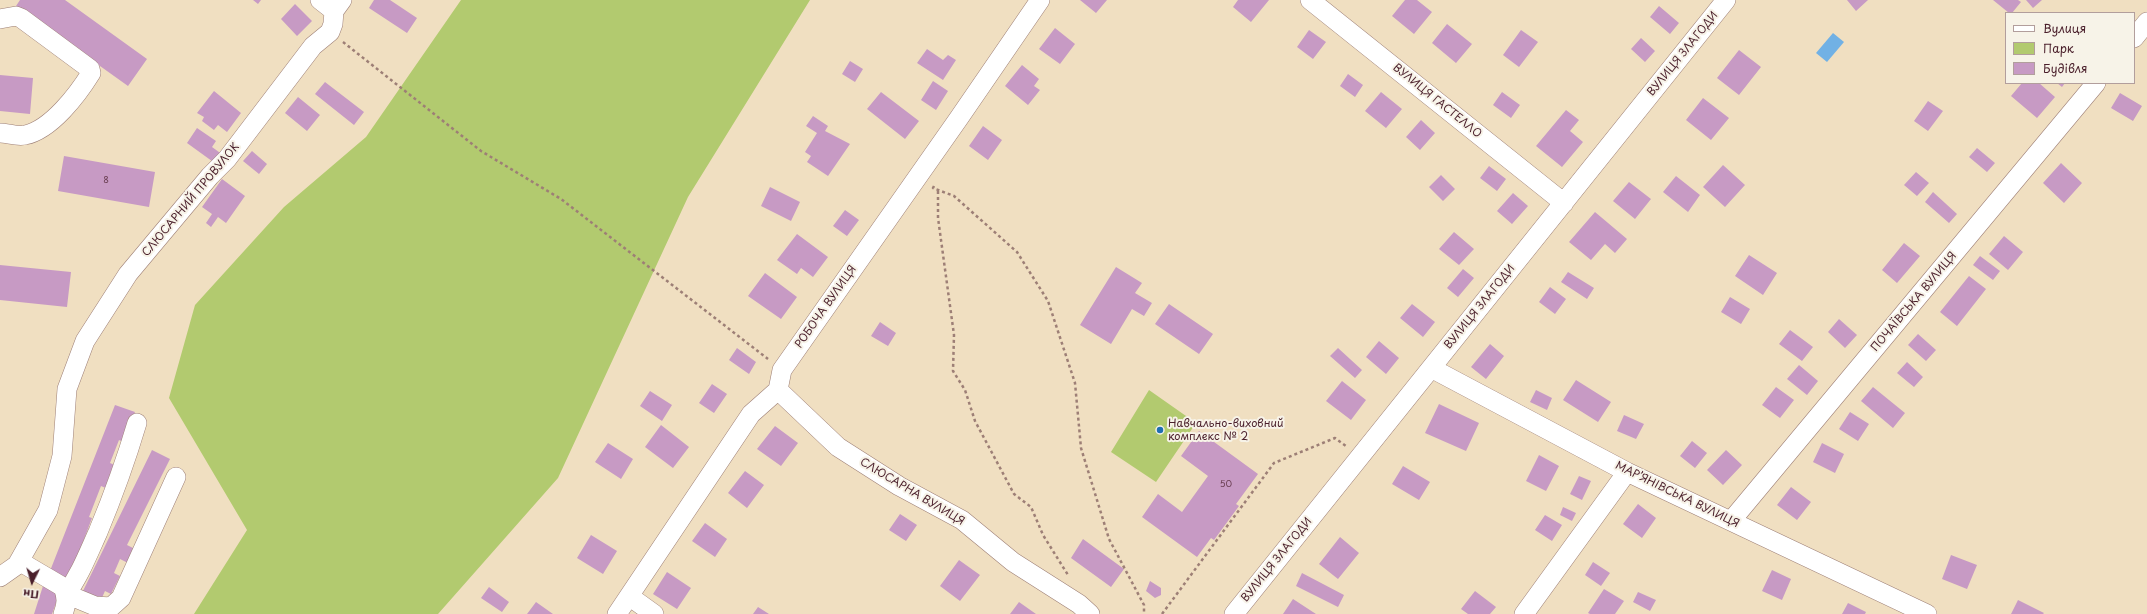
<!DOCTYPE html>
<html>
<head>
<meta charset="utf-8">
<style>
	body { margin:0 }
	#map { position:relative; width:2147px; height:614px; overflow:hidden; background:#f0dfc1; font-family:"Playpen Sans",sans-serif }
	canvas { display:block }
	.legend { position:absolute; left:2005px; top:12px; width:130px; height:72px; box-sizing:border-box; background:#f7f3e8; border:1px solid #b29e9c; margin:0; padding:5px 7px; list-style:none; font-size:12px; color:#4a1f2b }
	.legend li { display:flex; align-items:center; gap:8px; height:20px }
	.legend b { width:20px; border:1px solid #b29e9c }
	.north { position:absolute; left:12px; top:562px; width:40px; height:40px; -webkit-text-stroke:3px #f7f3e8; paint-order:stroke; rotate:185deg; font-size:11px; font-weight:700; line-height:16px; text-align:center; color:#4a1f2b }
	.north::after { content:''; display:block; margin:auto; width:14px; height:18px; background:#4a1f2b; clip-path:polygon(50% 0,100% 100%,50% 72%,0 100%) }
</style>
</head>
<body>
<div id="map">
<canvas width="2147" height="614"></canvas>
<ul class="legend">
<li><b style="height:5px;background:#fff"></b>Вулиця</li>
<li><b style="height:11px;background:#b2ca6f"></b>Парк</li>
<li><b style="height:11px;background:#c79ac4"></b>Будівля</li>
</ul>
<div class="north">Пн</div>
</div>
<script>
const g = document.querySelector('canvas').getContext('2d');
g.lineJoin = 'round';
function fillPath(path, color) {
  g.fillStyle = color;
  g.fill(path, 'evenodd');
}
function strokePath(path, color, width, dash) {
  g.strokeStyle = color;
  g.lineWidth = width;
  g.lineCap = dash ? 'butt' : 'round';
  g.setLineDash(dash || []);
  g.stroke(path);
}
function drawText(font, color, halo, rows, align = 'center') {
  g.font = font + ' "Playpen Sans",sans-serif';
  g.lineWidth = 4;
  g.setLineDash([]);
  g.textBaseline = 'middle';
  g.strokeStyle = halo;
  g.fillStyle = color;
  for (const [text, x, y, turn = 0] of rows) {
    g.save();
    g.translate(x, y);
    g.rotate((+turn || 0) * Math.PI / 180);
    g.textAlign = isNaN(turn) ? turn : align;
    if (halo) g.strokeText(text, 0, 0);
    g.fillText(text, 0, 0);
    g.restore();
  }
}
const green = new Path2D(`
	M461,0h349l-122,197 -130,281 -120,136h-244l53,-84 -78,-132 26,-93 89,-98 82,-70z
	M1149,390l47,33 -40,59 -45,-30z`);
const water = new Path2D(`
	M1833,33l11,9 -17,20 -11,-9z`);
const building = new Path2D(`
	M20,0h45l82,59 -19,27 -112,-80z
	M253,0h8l-3,4z
	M374,0h16l27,18 -10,15 -38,-25z
	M1080,0h27l-11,13z
	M1238,0h31l-18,22 -18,-15z
	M1405,0h12l15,12 -18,22 -22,-18z
	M1847,0h21l-12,11z
	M1993,0h25l3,2 -9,11h-3z
	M2026,0h16l-9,8z
	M295,4l17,17 -15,15 -16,-17z
	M1659,6l20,17 -9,11 -20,-17z
	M1447,24l25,20 -16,19 -24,-20z
	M1055,28l20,16 -15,20 -21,-15z
	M1309,30l17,12 -13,17 -16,-12z
	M1521,30l17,12 -19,25 -16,-12z
	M1641,38l14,13 -10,11 -14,-13z
	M927,49l16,11 5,-5 8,5 -13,20 -26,-17z
	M1739,50l22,17 -22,28 -22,-17z
	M850,61l13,8 -8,13 -13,-8z
	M1022,65l17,14 -5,7 6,4 -12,15 -23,-19z
	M1348,74l15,11 -8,12 -15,-11z
	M0,75l33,3 -3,36 -30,-3z
	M933,81l15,10 -12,19 -15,-10z
	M325,82l39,30 -10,13 -39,-31z
	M2022,83h17l16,14 -18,21 -26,-22z
	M2057,83h8l-3,4z
	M214,91l27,22 -14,19 -9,-7 -4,5 -12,-9 2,-4 -7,-4z
	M881,92l38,29 -14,18 -38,-30z
	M1381,92l21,17 -16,19 -21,-17z
	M1502,92l18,13 -9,13 -18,-13z
	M2120,93l22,13 -9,15 -22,-13z
	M298,97l22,18 -13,16 -22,-18z
	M1703,98l26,20 -18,22 -25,-20z
	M1928,101l15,10 -15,20 -14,-10z
	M1566,110l13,10 -9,11 13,11 -21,25 -26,-21z
	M813,116l15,10 -3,5 25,13 -22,32 -21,-14 4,-6 -6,-4 12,-19 -11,-7z
	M1421,120l14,13 -15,17 -14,-13z
	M983,126l19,14 -14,20 -19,-14z
	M197,128l19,13 -4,6 11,8 -7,9 -29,-21z
	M1977,148l18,15 -8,9 -18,-15z
	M252,151l15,13 -8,10 -16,-13z
	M64,156l91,16 -6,35 -91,-16z
	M2061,163l21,20 -18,20 -21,-20z
	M1723,165l22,20 -20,22 -22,-20z
	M1489,166l17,13 -9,12 -17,-13z
	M1916,172l13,11 -12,13 -13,-11z
	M1441,175l14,14 -12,12 -14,-14z
	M1676,176l24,19 -12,17 -25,-20z
	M222,179l23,17 -19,27 -8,-6 -7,10 -5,-4 6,-9 -10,-7z
	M1629,182l22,17 -16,20 -22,-18z
	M770,187l30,15 -9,19 -30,-15z
	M1933,192l24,22 -8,9 -24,-21z
	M1513,193l15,13 -16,18 -15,-13z
	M845,210l14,10 -12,16 -14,-10z
	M1595,212l32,27 -12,14 -10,-9 -14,16 -22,-18z
	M1454,232l20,17 -15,16 -20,-16z
	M797,234l31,23 -15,20 -12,-9 -4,6 -20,-14z
	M2004,236l19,16 -15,18 -19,-16z
	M1904,243l16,13 -23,27 -15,-13z
	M1749,255l28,18 -14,22 -28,-19z
	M1980,256l20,15 -7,9 -20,-15z
	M0,265l71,7 -4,35 -67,-7z
	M1116,267l26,16 -7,10 17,10 -8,13 -12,-7 -21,35 -31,-19z
	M1463,269l11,9 -16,19 -11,-9z
	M1568,272l26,16 -7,11 -26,-17z
	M765,273l32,24 -16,22 -33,-23z
	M1969,276l17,13 -29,37 -17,-14z
	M1550,287l16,12 -11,15 -16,-12z
	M1730,297l20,12 -9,15 -20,-12z
	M1169,304l44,30 -14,20 -44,-30z
	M1412,304l23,18 -12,15 -23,-19z
	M1839,319l18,16 -12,13 -17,-16z
	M880,322l16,11 -8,13 -17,-10z
	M1790,330l23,17 -11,14 -23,-17z
	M1918,334l18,16 -10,11 -18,-16z
	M1379,341l20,17 -13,16 -20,-17z
	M1490,344l14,12 -18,23 -15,-12z
	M737,348l19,14 -7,12 -20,-14z
	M1338,348l24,22 -7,8 -25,-22z
	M1907,362l16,15 -9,10 -17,-14z
	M1799,365l19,16 -11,14 -20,-16z
	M1576,380l35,22 -13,20 -35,-22z
	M1342,381l24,19 -15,20 -25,-19z
	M712,384l15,10 -13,19 -15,-10z
	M1776,387l18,13 -14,18 -18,-13z
	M1873,387l32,26 -12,15 -32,-27z
	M1536,390l16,8 -5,12 -17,-8z
	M650,391l22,14 -10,16 -22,-15z
	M1439,404l40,19 -13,28 -41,-18z
	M115,405l20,7 -12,30 -4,-2 -9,23 7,3 -9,23 -7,-3 -12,31 3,1 -23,61 -19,-8z
	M1850,412l19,12 -11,17 -19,-12z
	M1624,415l20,9 -8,15 -19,-8z
	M661,425l28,22 -16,21 -28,-21z
	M775,426l23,17 -17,23 -24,-17z
	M1199,431l59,43 -22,30 3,2 -25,34 -3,-2 -14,19 -55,-40 16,-23 24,18 26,-36 -27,-20z
	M1692,441l15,12 -12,15 -15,-12z
	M608,443l25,16 -12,20 -26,-17z
	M1822,443l22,11 -9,19 -22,-11z
	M152,450l18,9 -43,86 8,4 -7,14 -8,-4 -6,14 6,3 -9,18 -6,-3 -5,11 -18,-9z
	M1726,450l16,15 -19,20 -16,-15z
	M1539,455l20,11 -13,25 -20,-10z
	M1403,466l27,16 -11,18 -27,-16z
	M745,471l19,14 -17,23 -19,-15z
	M1579,476l12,5 -9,19 -12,-6z
	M1791,487l20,15 -14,18 -20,-15z
	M1638,504l18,14 -14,20 -19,-14z
	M1563,507l13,6 -4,8 -12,-6z
	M900,514l17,11 -11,16 -17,-11z
	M1545,515l17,10 -10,16 -17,-11z
	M705,523l22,16 -12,18 -23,-16z
	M591,535l26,16 -14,23 -26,-16z
	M1340,537l19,16 -21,26 -19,-15z
	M1083,539l41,30 -13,18 -40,-29z
	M1951,555l26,10 -10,24 -25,-10z
	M959,560l21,15 -20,26 -20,-15z
	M1593,562l17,11 -9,13 -16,-11z
	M1772,570l19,9 -9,21 -20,-9z
	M667,572l24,16 -14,21 -24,-15z
	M1302,573l42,22 -6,12 -42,-21z
	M1150,581l11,7v7l-6,3 -9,-7z
	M43,586l17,6 -8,22h-18z
	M489,587l20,15 -7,10 -21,-14z
	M1604,589l20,12 -9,13h-25l-2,-1z
	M1475,591l21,16 -6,7h-22l-7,-5z
	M1638,592l18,8 -6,11 -17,-9z
	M1293,599l23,15h-33z
	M2018,600l26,13 -1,1h-32z
	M536,602l17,12h-26z
	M1019,602l17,12h-26z
	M1848,603l18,9 -1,2h-23z
	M758,607l11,7h-16z`);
const path = new Path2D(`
	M343,42l138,109 80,48 207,160
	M934,186l-1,2 21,8 63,56 31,49 27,82 6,65 28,91 35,66v9
	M938,191v27l16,117 -1,36 12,19 10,31 39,73 17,13 12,28 25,40
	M1162,614l112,-151 61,-25 11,8`);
const minor = new Path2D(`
	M320,0l14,11
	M1310,0l254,203
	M0,19l16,-3 5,2 69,51 1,4c-13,21 -40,57 -66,62 -7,2 -18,-2 -25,-2
	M2134,38l13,-16
	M1431,368l196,104 300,142
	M778,390l60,57 61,39 63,34 51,42 66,42 11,10
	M137,423c-11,37 -24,73 -39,109 -10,22 -18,43 -32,62l29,12 16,1 10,-9 55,-121
	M1731,521l365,-438
	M19,561l44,26c4,10 4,17 0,27
	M0,577l17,-12 31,-55 14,-54 5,-67 18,-48 43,-67 82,-98 17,-17 86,-113 17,-14 3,-8 1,-13 8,-11
	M629,596l25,18
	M617,614l134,-200 27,-24 4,-20 177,-252 81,-118
	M1234,614l492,-614
	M1524,614l103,-142`);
const markers = [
	[1160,430,4,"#1f6fb2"]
];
const numberNames = [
	["8",106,181],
	["50",1226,485]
];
const streetNames = [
	["ВУЛИЦЯ ЗЛАГОДИ",1683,54,-51],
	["ВУЛИЦЯ ГАСТЕЛЛО",1437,101,39],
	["СЛЮСАРНИЙ ПРОВУЛОК",191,200,-50],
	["ПОЧАЇВСЬКА ВУЛИЦЯ",1914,302,-50],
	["РОБОЧА ВУЛИЦЯ",826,307,-55],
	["ВУЛИЦЯ ЗЛАГОДИ",1480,307,-51],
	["СЛЮСАРНА ВУЛИЦЯ",912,492,31],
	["МАР’ЯНІВСЬКА ВУЛИЦЯ",1677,495,26],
	["ВУЛИЦЯ ЗЛАГОДИ",1277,560,-51]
];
const poiNames = [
	["Навчально-виховний",1168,424],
	["комплекс № 2",1168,437]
];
fillPath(green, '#b2ca6f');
fillPath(water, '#71b1e5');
fillPath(building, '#c79ac4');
strokePath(minor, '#9d7f76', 20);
strokePath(path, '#9d7f76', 2.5, [3, 3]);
strokePath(minor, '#fff', 19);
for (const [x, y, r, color] of markers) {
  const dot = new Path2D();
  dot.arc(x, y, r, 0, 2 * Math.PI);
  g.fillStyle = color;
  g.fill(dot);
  strokePath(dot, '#f7f3e8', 1.5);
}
drawText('9px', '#693e51', null, numberNames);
drawText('11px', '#4a1f2b', '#f7f3e8', streetNames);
drawText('11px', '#4a1f2b', '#f7f3e8', poiNames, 'left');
</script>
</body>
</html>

***

**WHAT YOU WILL DO:** Every line above that includes the word "Math" must appear in the answer.

**TASK OUTPUT:**
    g.rotate((+turn || 0) * Math.PI / 180);
  dot.arc(x, y, r, 0, 2 * Math.PI);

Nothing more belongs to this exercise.